Confused The OP asked if she was unreasonable and I say she was and is. As I have said before of you don't want honest opinions then don't ask for them on an internet forum

Squeegle · 25/06/2017 17:57

I don't think the OP is unreasonable. I think lots of the responses here are just crazy.

StoorieHoose · 25/06/2017 18:01

I've living next door to someone like the OP. Her not there, teenage boys hanging around in the garden being loud and generally being teenagers - all ok for a bit but the more you have to hear them the more irritating it gets and the louder they seems. Then they turn 17 they start to drink, girls appear and they noise levels get louder. Maybe the neighbour is laying the law down now

spiney · 25/06/2017 18:13

Not throwing balls back - about as mean spirited as it gets.

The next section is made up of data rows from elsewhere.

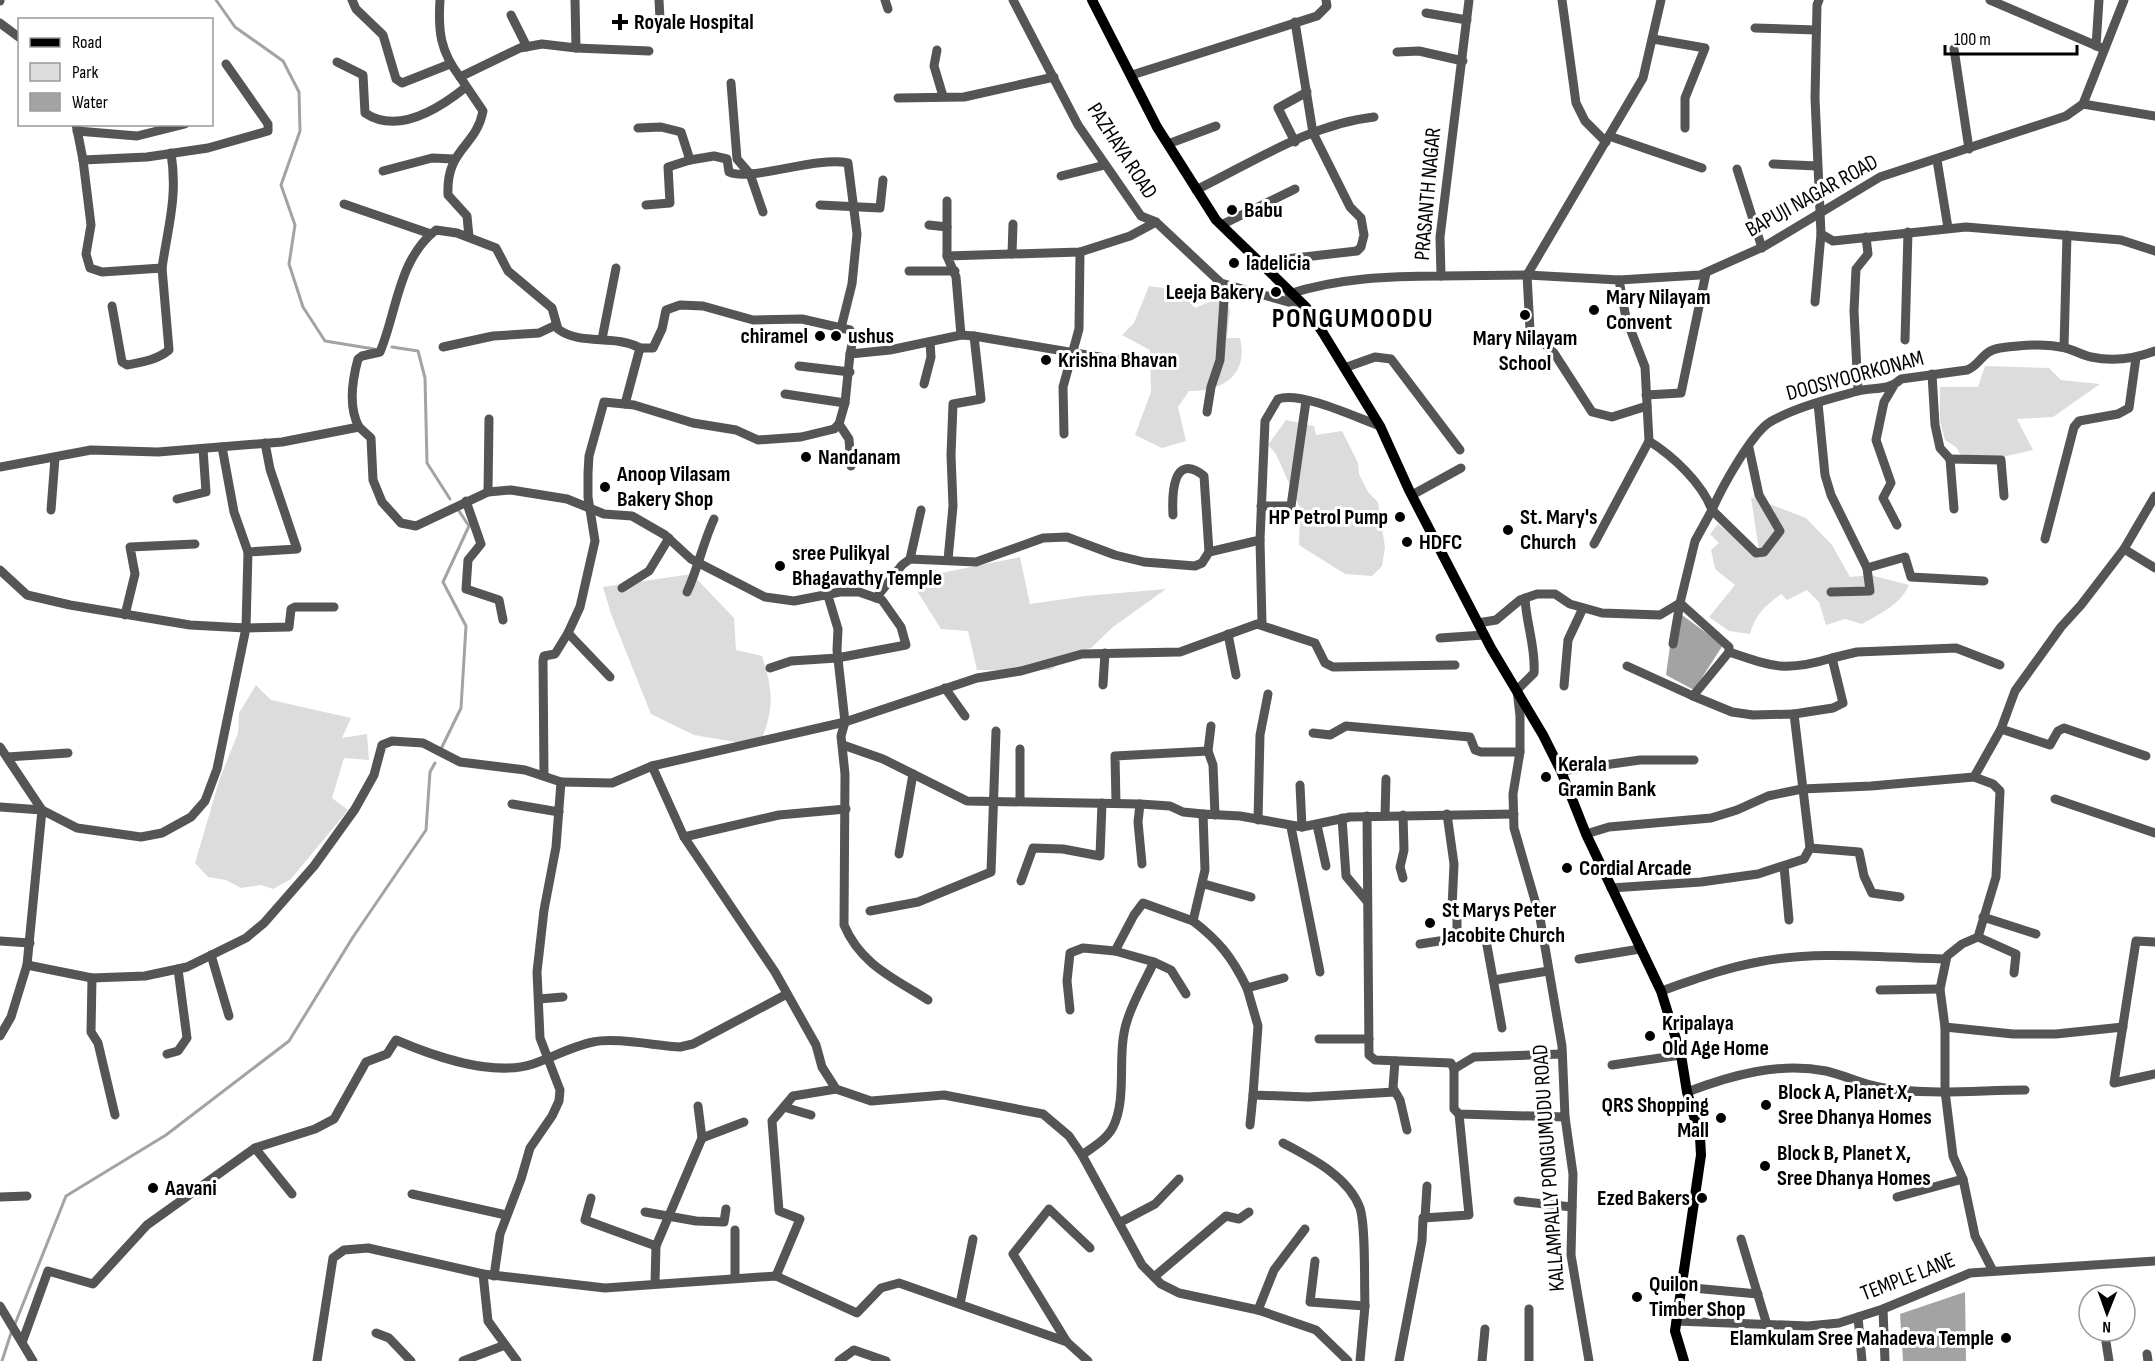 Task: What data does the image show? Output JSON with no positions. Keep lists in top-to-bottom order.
{
  "streets": {
    "street": [
      "PAZHAYA ROAD",
      "PRASANTH NAGAR",
      "BAPUJI NAGAR ROAD",
      "DOOSIYOORKONAM",
      "KALLAMPALLY PONGUMUDU ROAD",
      "TEMPLE LANE"
    ]
  },
  "crossings": [
    ["PRASANTH NAGAR", "BAPUJI NAGAR ROAD"]
  ],
  "districts": ["PONGUMOODU"],
  "places": {
    "health": ["Royale Hospital"],
    "other": [
      "Babu",
      "ladelicia",
      "Leeja Bakery",
      "Mary Nilayam Convent",
      "Mary Nilayam School",
      "chiramel",
      "ushus",
      "Krishna Bhavan",
      "Nandanam",
      "Anoop Vilasam Bakery Shop",
      "HP Petrol Pump",
      "St. Mary's Church",
      "HDFC",
      "sree Pulikyal Bhagavathy Temple",
      "Kerala Gramin Bank",
      "Cordial Arcade",
      "St Marys Peter Jacobite Church",
      "Kripalaya Old Age Home",
      "Block A, Planet X, Sree Dhanya Homes",
      "QRS Shopping Mall",
      "Block B, Planet X, Sree Dhanya Homes",
      "Aavani",
      "Ezed Bakers",
      "Quilon Timber Shop",
      "Elamkulam Sree Mahadeva Temple"
    ]
  },
  "legend": ["Road", "Park", "Water"],
  "scale_bar": "100 m",
  "north": "bottom"
}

Don't play football in gardens, don't have a party until ELEVEN!, don't be a teenager actually.

Let's hope next doors baby doesn't grow up.

MaisyPops · 25/06/2017 18:22

This thread is not in the spirit of the site.

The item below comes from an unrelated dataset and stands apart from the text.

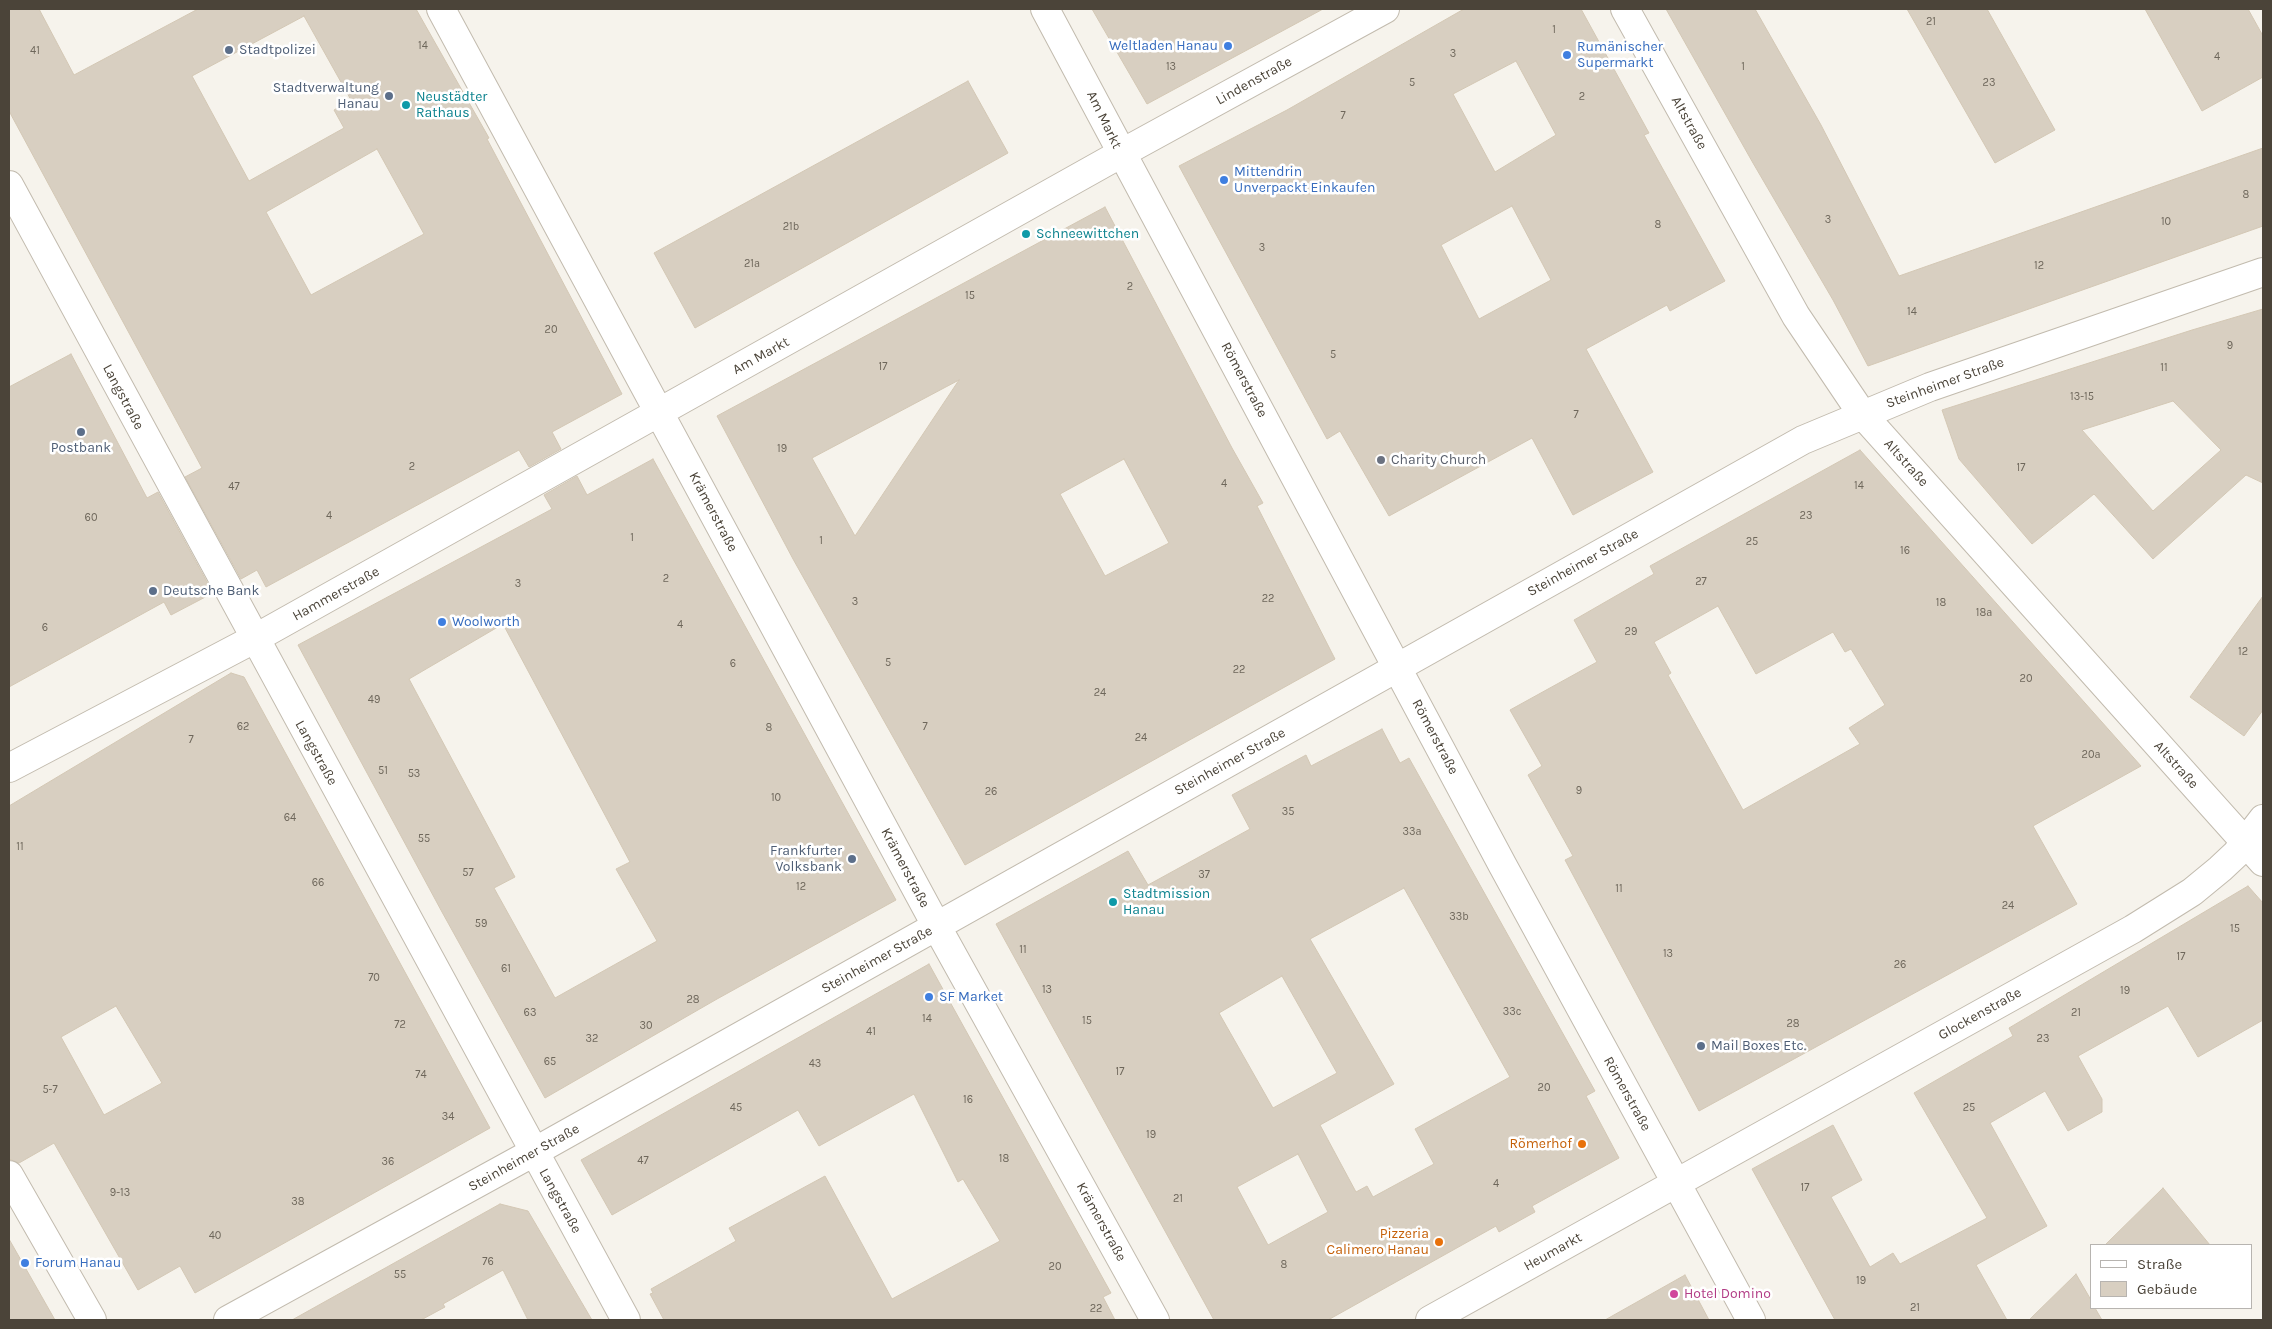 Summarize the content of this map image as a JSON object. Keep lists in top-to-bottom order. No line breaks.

The OP made a massive mistake: starting her posts off calling the neighbour a wanker and then refusing to consider any view to the contrary.
All that was needed was:
OP- is my neighbour unreasonable or am I?
Mumsnet- he shouldn't have shouted but consider teens exaggerate and he may actually have a point
OP- ok. Yeah. Maybe the neighbour was unreasonable being out at 9pm but equally I can see my kids have annoyed him. Maybe the park is best

FaFoutis · 25/06/2017 18:24

The spirit of AIBU is either that people think you are BU or NBU. That's it.

If you find yourself of a differing view to the majority it gives you a chance to consider that.

NellieBuff · 25/06/2017 18:27

I think my biggest issue with the OP is the racist undertone of one of her posts - now that surely cannot be in the spirit of the site.